In reaching his decision, Mr Justice Birss considered the wording of Illumina's patents, which provided for a variety of possibilities. However, for the purposes of assessing sufficiency, the judge said that there is a need to determine the "relevant range" of those variables by reference to what is being claimed with the invention.  Anna Harley of Pinsent Masons said: "The court looked at what a relevant range might be, and said it depends on an examination of all the circumstances and the essence or core of the invention in the relevant context. Characterisation of the core invention of the patent is therefore crucial."

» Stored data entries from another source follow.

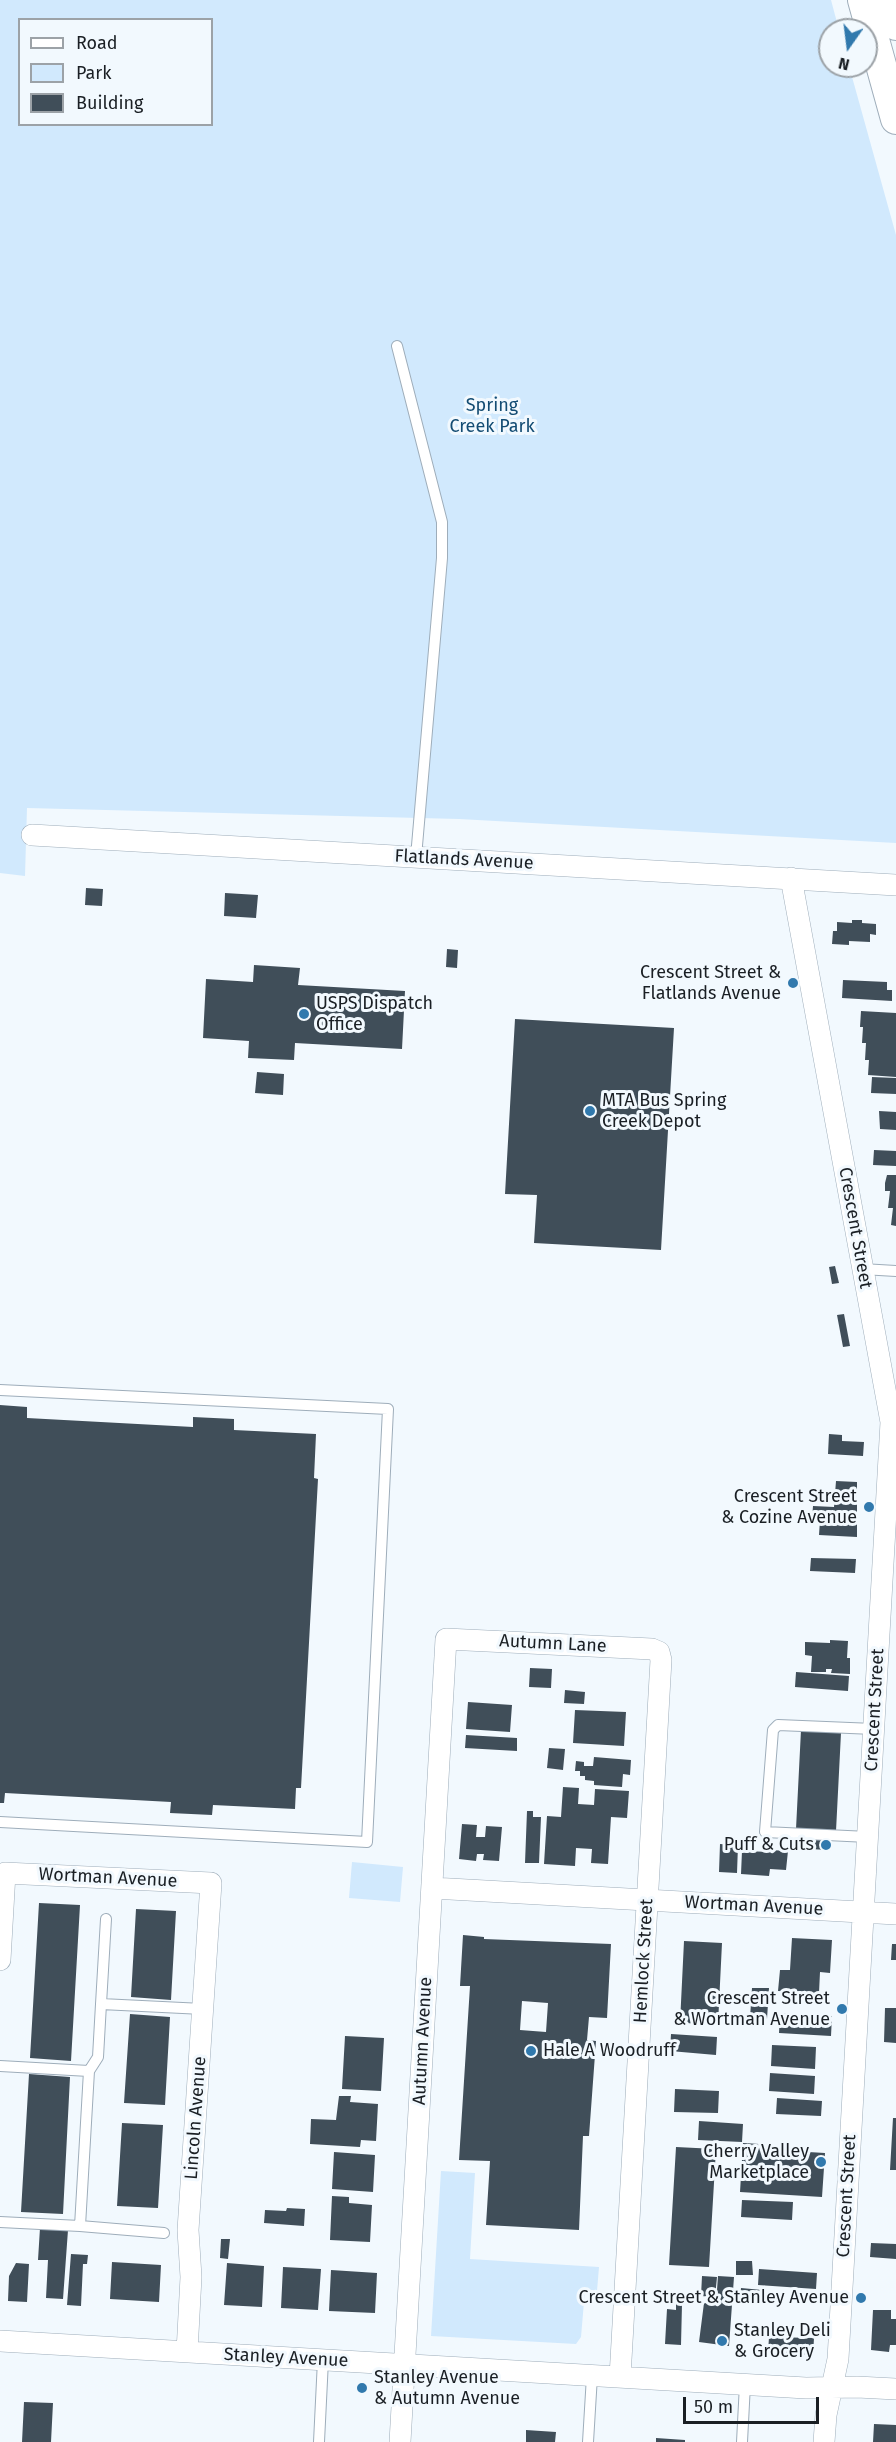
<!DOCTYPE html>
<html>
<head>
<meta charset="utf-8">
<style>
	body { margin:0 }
	#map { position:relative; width:896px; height:2442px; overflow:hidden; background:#f2f9fe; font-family:"Fira Sans",sans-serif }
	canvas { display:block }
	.legend { position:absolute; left:18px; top:18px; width:195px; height:108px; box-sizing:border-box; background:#f2f9fe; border:2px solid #9ca2a7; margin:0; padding:8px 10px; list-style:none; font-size:18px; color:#1a1f24 }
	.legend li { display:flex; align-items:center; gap:12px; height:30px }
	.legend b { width:30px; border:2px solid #9ca2a7 }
	.north { position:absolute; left:818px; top:18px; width:60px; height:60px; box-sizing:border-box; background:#f2f9fe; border:2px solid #9ca2a7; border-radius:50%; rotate:194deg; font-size:16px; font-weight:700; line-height:24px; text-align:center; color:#1a1f24 }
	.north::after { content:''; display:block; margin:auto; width:21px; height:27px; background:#3179ad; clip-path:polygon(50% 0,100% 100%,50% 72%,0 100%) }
	.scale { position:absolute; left:683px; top:2397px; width:136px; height:27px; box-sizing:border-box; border:3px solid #1a1f24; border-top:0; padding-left:8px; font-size:18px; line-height:21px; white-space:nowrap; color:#1a1f24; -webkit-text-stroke:4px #f2f9fe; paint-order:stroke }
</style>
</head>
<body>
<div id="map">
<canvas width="896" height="2442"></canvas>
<ul class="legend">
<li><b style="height:8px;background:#fff"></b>Road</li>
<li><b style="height:16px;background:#d1e9fd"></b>Park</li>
<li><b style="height:16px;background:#404e59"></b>Building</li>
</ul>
<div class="north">N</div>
<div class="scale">50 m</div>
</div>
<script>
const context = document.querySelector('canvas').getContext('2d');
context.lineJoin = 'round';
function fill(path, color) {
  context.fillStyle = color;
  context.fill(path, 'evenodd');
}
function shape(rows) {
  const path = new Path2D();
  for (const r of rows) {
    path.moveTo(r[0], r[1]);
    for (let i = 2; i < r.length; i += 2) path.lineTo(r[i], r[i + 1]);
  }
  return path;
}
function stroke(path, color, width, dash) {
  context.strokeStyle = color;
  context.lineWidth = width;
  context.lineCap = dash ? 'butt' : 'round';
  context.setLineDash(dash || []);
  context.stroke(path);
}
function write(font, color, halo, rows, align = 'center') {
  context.font = font + ' "Fira Sans",sans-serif';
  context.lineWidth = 6;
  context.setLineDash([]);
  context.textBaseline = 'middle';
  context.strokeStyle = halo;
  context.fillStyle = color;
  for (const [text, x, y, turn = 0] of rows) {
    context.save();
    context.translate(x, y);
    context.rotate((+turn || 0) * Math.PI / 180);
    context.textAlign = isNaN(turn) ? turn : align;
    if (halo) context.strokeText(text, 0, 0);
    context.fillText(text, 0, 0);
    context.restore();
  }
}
fill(shape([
	[0,0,831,0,839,30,830,30,830,66,849,66,896,235,896,843,459,819,27,808,25,876,0,873],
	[20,20,212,20,212,124,20,124],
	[352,1862,403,1867,400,1902,349,1898],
	[441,2171,475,2173,470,2259,599,2267,597,2291,585,2290,581,2337,576,2344,431,2336]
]), '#d1e9fd');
fill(shape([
	[86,888,103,889,102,906,85,905],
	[225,893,258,895,256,918,224,916],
	[852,920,862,920,862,923,876,924,876,935,870,934,870,942,849,941,849,945,832,944,833,931,837,931,837,922,852,923],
	[447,949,458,950,457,968,446,967],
	[254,965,300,968,298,985,405,991,402,1049,295,1043,294,1060,248,1058,249,1041,203,1038,206,979,253,982],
	[843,980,887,982,887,990,892,990,892,1001,842,998],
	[861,1011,896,1013,896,1077,868,1075,869,1060,865,1060,866,1043,862,1043,863,1027,860,1027],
	[515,1019,674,1028,661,1250,534,1243,537,1195,505,1194],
	[257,1072,284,1074,283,1095,255,1093],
	[872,1077,896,1078,896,1094,871,1093],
	[879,1111,896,1112,896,1130,880,1129],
	[874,1150,896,1151,896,1166,873,1165],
	[887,1175,896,1175,896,1226,891,1225,893,1208,888,1208,890,1191,885,1191,885,1183],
	[835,1266,839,1283,832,1284,829,1267],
	[844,1314,850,1346,843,1347,837,1315],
	[0,1405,27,1407,27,1418,193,1427,193,1417,234,1419,234,1430,316,1434,314,1478,318,1479,301,1788,296,1788,295,1809,213,1805,212,1815,170,1813,171,1802,5,1793,4,1803,0,1803],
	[829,1434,842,1435,842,1441,864,1442,863,1456,828,1454],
	[836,1481,857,1482,857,1537,819,1535,820,1520,812,1519,813,1506,834,1507],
	[811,1558,856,1559,855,1573,810,1571],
	[830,1640,848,1641,847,1658,850,1658,850,1674,831,1673,832,1669,826,1669,826,1672,811,1672,812,1656,805,1655,805,1642,830,1643],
	[530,1668,552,1669,551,1688,529,1687],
	[796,1672,849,1676,848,1691,795,1687],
	[565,1690,585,1692,584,1704,564,1703],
	[468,1702,512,1705,510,1732,466,1729],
	[575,1710,626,1712,624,1746,573,1743],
	[801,1730,841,1733,836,1831,796,1829],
	[466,1735,517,1738,517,1751,465,1748],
	[549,1748,565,1749,563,1770,547,1768],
	[594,1757,631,1760,630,1775,623,1774,622,1787,594,1785,594,1781,585,1780,585,1776,580,1776,580,1771,575,1771,576,1761,584,1762,584,1766,593,1766],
	[563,1787,579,1788,578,1804,594,1805,595,1789,629,1791,627,1818,611,1817,608,1864,591,1863,592,1849,576,1848,575,1866,544,1864,547,1816,561,1817],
	[527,1811,533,1811,533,1817,541,1817,539,1863,525,1863],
	[462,1824,477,1825,476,1837,485,1837,486,1826,502,1827,499,1861,483,1860,484,1854,477,1854,476,1861,459,1859],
	[809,1839,829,1840,828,1850,809,1849],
	[720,1844,738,1845,737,1873,719,1872],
	[771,1850,788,1851,786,1870,770,1869,769,1876,741,1874,742,1851,771,1852],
	[39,1903,80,1905,71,2061,30,2058],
	[136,1909,176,1911,171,2000,131,1997],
	[463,1935,484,1937,484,1939,611,1944,607,2018,589,2017,587,2040,596,2041,589,2136,583,2136,579,2230,486,2225,490,2161,459,2160,470,1986,460,1986],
	[522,2001,548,2003,546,2032,520,2030],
	[792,1938,832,1940,830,1973,820,1972,819,1993,778,1991,780,1970,790,1970],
	[684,1941,722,1943,718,2024,680,2023],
	[892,1944,896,1944,896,1960,891,1960],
	[752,1988,769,1988,767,2019,750,2018],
	[885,2008,896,2008,896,2043,884,2042],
	[780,2013,832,2016,831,2036,779,2033],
	[130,2014,170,2017,165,2105,124,2103],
	[671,2034,717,2037,716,2055,670,2051],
	[345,2036,384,2038,381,2091,342,2089],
	[772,2045,816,2047,815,2069,771,2066],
	[770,2073,815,2076,814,2094,769,2091],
	[29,2074,70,2077,63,2214,21,2212],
	[675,2089,719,2091,718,2113,674,2112],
	[339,2096,351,2096,350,2102,378,2104,376,2141,361,2140,360,2147,310,2144,311,2119,336,2120],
	[777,2098,822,2101,821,2116,776,2114],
	[893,2118,896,2118,896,2170,890,2170],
	[699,2121,743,2124,742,2142,698,2140],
	[122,2123,163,2125,158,2208,117,2206],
	[743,2143,776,2145,775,2150,825,2153,822,2197,740,2192],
	[676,2147,716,2149,709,2267,669,2265],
	[334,2152,375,2155,373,2192,332,2189],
	[332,2196,349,2197,349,2203,372,2205,370,2242,330,2240],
	[742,2200,793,2202,792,2220,741,2217],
	[287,2208,305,2209,304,2226,264,2223,265,2210,286,2211],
	[40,2228,68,2230,63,2299,46,2298,48,2260,38,2260],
	[221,2239,230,2239,228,2259,220,2258],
	[871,2243,896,2244,896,2259,870,2257],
	[71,2254,88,2255,87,2264,83,2264,81,2306,67,2305],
	[736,2261,752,2261,753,2275,736,2275],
	[112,2262,161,2265,159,2302,110,2299],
	[16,2263,29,2264,27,2302,8,2301,9,2276],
	[227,2263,264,2266,262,2307,224,2305],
	[283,2267,321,2269,318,2310,281,2308],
	[759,2269,817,2273,816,2289,758,2285],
	[331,2270,377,2273,375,2313,329,2311],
	[702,2276,717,2277,715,2297,701,2296],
	[718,2276,734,2277,729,2346,699,2342,704,2303,716,2304],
	[741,2288,762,2290,761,2300,740,2298],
	[676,2304,682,2304,681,2345,665,2344,667,2309,676,2310],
	[873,2310,891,2310,891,2319,896,2319,896,2345,890,2345,889,2352,871,2350],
	[769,2337,814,2338,813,2355,768,2353],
	[24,2402,53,2403,51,2442,22,2442],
	[874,2424,896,2425,896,2442,873,2442],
	[526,2430,556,2432,555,2442,526,2442],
	[656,2438,685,2440,685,2442,656,2442]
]), '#404e59');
const lane = shape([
	[397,346,442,522,442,558,416,857],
	[862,1269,896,1271],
	[0,1390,388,1409,367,1842,0,1822],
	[868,1837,765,1832,773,1730,778,1725,874,1729],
	[101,2004,106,1919],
	[0,2066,89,2071,80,2226,0,2222],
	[89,2071,98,2057,101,2004,203,2009],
	[80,2226,164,2233],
	[319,2442,323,2360],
	[588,2442,592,2376],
	[742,2442,745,2384]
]);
const street = shape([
	[32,835,896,885],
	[791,878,891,1422,838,2359,826,2415,824,2442],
	[432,1888,896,1914],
	[0,1960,5,1873,211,1883,188,2230,191,2277,187,2352],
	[0,2341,806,2388,857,2387,896,2389],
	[400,2442,446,1639,652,1649,659,1652,661,1660,620,2377]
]);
const secondary = shape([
	[863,0,896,119],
	[889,0,896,25]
]);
stroke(lane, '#9eadba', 12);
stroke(street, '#9eadba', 22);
stroke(secondary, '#9eadba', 32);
stroke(lane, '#fff', 10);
stroke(street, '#fff', 21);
stroke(secondary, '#fff', 30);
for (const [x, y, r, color] of [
	[793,983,6,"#3179ad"],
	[304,1014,6,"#3179ad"],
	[590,1111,6,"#3179ad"],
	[869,1507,6,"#3179ad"],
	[826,1845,6,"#3179ad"],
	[842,2009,6,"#3179ad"],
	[531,2051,6,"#3179ad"],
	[821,2162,6,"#3179ad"],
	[861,2298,6,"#3179ad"],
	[722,2341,6,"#3179ad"],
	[362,2388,6,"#3179ad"]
]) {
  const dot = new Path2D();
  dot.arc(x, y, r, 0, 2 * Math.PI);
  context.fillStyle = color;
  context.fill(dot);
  stroke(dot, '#f2f9fe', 2);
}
write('18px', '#134c73', '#f2f9fe', [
	["Spring",492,406],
	["Creek Park",492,427]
]);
write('18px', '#1a1f24', '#f2f9fe', [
	["Flatlands Avenue",464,860,3],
	["Crescent Street",855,1228,80],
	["Autumn Lane",553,1644,3],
	["Crescent Street",875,1710,-87],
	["Wortman Avenue",108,1878,3],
	["Wortman Avenue",754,1906,3],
	["Hemlock Street",644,1961,-87],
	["Autumn Avenue",423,2041,-87],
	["Lincoln Avenue",196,2118,-86],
	["Crescent Street",847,2196,-87],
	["Stanley Avenue",286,2358,3]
]);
write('18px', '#1a1f24', '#f2f9fe', [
	["Crescent Street &",781,973],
	["Flatlands Avenue",781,994],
	["USPS Dispatch",316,1004,"left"],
	["Office",316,1025,"left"],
	["MTA Bus Spring",602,1101,"left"],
	["Creek Depot",602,1122,"left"],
	["Crescent Street",857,1497],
	["& Cozine Avenue",857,1518],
	["Puff & Cuts",814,1845],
	["Crescent Street",830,1999],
	["& Wortman Avenue",830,2020],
	["Hale A Woodruff",543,2051,"left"],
	["Cherry Valley",809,2152],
	["Marketplace",809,2173],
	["Crescent Street & Stanley Avenue",849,2298],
	["Stanley Deli",734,2331,"left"],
	["& Grocery",734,2352,"left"],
	["Stanley Avenue",374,2378,"left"],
	["& Autumn Avenue",374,2399,"left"]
], 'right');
</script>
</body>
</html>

The concept of what is a relevant range is fertile ground for future litigation, and we expect to see developments in this area over the months and years to come

It must be possible for the skilled person to perform the invention across the whole scope of the claim within that relevant range, the judge confirmed, to meet the requirements of sufficiency.

In this case he held that that the skilled person would be able to perform DNA sequencing within the relevant range of Illumina's patent claims despite accepting that "there would be tests to perform and a lot of work" involved. He determined, however, that this work would not amount to an undue burden on the skilled person.

Sarah Taylor of Pinsent Masons said: "Of interest is the fact that UK judges are engaging with precisely what constitutes the core invention of a patent, which is positive for innovation and industry. There are interesting parallels with supplementary protection certificate case law here, where the ‘core inventive advance’ concept was proposed by Mr Justice Arnold in the High Court in London but rejected by the Court of Justice of the EU in that context. However, this decision demonstrates that this idea is still clearly in the minds of the UK judiciary, highlighting the importance of clear patent drafting."

While this decision provides guidance as to the application of the Regeneron decision, it is unlikely to be the end of the story. Harley said: "The concept of what is a relevant range is fertile ground for future litigation, and we expect to see developments in this area over the months and years to come."